### Prompt
Among the entries that follow, find every line with the word "Keep" and list it.

### Excerpted records
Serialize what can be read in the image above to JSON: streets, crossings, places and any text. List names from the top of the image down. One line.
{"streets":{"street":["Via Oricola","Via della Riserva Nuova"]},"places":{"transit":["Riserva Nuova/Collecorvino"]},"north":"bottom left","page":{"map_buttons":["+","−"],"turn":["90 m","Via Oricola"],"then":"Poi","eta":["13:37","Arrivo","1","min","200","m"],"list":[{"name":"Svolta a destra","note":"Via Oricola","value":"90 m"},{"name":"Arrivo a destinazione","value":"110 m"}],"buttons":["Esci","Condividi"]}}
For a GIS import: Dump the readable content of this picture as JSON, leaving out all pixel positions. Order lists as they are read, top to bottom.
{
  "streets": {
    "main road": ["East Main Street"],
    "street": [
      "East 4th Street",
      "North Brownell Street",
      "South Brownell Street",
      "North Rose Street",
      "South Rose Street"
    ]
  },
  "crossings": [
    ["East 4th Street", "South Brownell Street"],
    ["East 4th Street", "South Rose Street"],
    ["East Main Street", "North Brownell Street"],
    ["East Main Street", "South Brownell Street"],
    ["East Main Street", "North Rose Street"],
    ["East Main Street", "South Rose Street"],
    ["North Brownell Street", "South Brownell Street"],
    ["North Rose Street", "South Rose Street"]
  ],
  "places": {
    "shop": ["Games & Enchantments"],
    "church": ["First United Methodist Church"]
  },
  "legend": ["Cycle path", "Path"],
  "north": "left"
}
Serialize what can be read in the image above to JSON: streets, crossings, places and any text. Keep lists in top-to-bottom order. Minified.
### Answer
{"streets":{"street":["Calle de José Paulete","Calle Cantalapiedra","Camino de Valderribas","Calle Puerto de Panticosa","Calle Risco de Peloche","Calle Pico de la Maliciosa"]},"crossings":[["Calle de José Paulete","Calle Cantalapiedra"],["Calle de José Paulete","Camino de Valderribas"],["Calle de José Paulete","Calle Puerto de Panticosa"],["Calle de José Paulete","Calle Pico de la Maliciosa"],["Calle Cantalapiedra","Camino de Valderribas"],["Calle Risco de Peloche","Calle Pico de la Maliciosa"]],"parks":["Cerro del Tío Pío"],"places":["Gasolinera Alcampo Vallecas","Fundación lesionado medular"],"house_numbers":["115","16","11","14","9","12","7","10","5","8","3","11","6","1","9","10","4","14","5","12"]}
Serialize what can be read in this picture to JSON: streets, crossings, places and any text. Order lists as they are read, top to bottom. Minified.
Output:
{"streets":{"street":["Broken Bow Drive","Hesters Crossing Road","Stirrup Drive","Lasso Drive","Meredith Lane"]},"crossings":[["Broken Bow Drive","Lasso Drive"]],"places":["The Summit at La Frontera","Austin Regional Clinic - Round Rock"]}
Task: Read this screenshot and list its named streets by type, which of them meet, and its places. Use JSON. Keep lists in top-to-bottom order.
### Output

### The completed task
Serialize what can be read in the image above to JSON: streets, crossings, places and any text. Keep lists in top-to-bottom order. Minified.
Task: Read this screenshot and list its named streets by type, which of them meet, and its places. Use JSON. Keep lists in top-to-bottom order.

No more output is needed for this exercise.